As Hannes shakes hands and emotionally says good bye to his Chilean friends and colleagues, it is the excitement for the findings to come that shines as bright as the December sun over Dichato.
Saludos y feliz navidad!
Emma arrives in Norway to start sand lance experiment
By Emma Siegfried
16 December 2025. Hi, Emma here reporting in from the Institute of Marine Research in Storebø, Norway! After a quick stop in Amsterdam, I landed in Bergen on Saturday morning. I grabbed a quick ferry to get over to the island and settled in over the weekend in one of the on-station residences. The area is pretty rural, but the surroundings are idyllic. The islands are exactly what you would expect to see out of a movie.
Yesterday, I was able to get a tour of the station, and the facilities here are incredible. If I had to estimate it’s probably 6 or 7 times the size of Rankin lab. The facility has been doing research on the early life history stages of Cod, Haddock and Plaice on top of previous work with Lesser Sand Lance (Ammodytes marinus) larvae, and as a result has some quite large broodstock tanks.
Unfortunately, I was not able to make it to the station in time to go fishing for the adults that we will use for my experiment because boat time is very dependent on the weather. At this point, the fish have buried themselves in the sand and will be there until they are ready to spawn in a few weeks. In the meantime, we’ve started working on setting up the rearing system for the embryos so that it is ready in time for spawning.

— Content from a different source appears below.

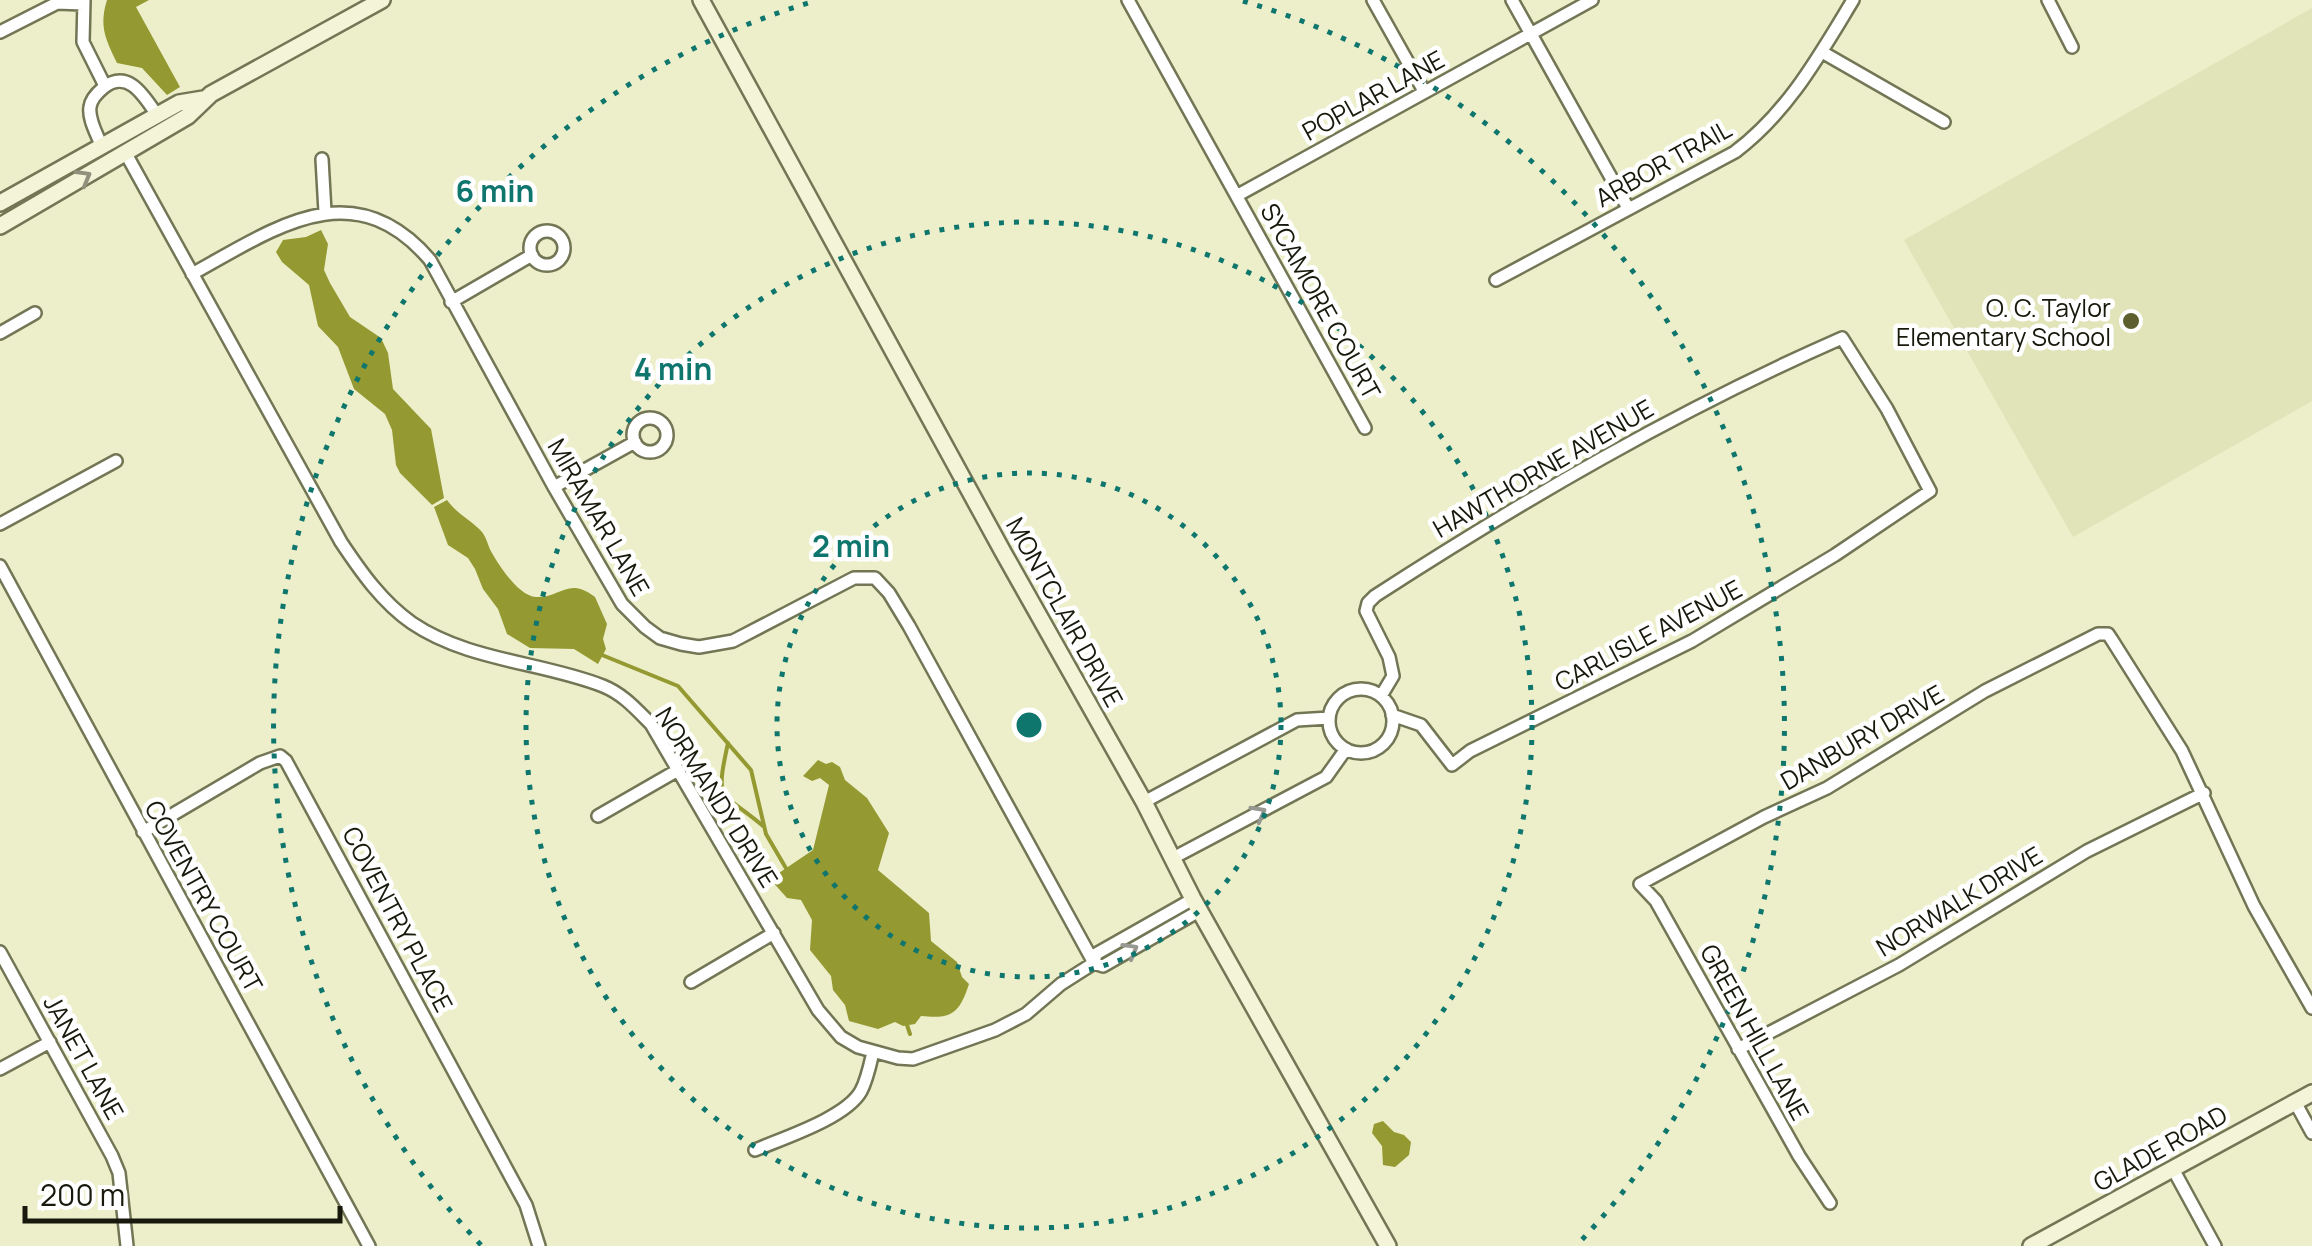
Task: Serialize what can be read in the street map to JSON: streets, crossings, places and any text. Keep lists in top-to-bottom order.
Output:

Hopefully things will continue to go smoothly!
Hannes returns to the US, but the experiment continues!
10 November 2025. The spring is now in full swing here in Dichato, and the days are getting steadily hotter and drier. The past 6 weeks flew by in a whirlwind of action, and with all the last minute preparation plus the vagaries of coordinated field sampling and larval rearing it definitely is with a little pride that I look back at all that we have accomplished in this short time.
We stood up the experimental setup in just a matter of days, with new tanks and in a new (better) location inside the main wet lab of the Dichato station (aka 'El Acuario'). We flew to Iquique for the October full moon and were rewarded with spawning ripe fish; and with similar ease sampled the Dichato population just two days later. A trip to the notoriously difficult Coquimbo region unfortunately ended without fish, but the sampling of the southernmost population in Puerto Montt was again timed almost perfectly for the November full moon.

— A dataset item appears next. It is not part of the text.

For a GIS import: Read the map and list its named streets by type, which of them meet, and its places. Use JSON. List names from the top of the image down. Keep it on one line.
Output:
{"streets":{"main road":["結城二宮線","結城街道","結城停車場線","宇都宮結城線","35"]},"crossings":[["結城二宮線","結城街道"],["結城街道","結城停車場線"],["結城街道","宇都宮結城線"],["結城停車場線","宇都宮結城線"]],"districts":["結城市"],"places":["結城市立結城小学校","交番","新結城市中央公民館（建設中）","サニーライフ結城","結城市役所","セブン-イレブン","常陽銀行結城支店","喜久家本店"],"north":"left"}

All the while the setup withstood the reality test, and I taught Tamara Cuevas, a technician from the station, the many aspects large and small of the rearing methods. Tamara will now take over the daily rearing for one month, before I will return in mid December to help terminate the experiment and then take home all samples. All the best, Tamara, for your time as the main experimenter!
We are halfway through the rearing, fingers crossed that the second half will go as smoothly!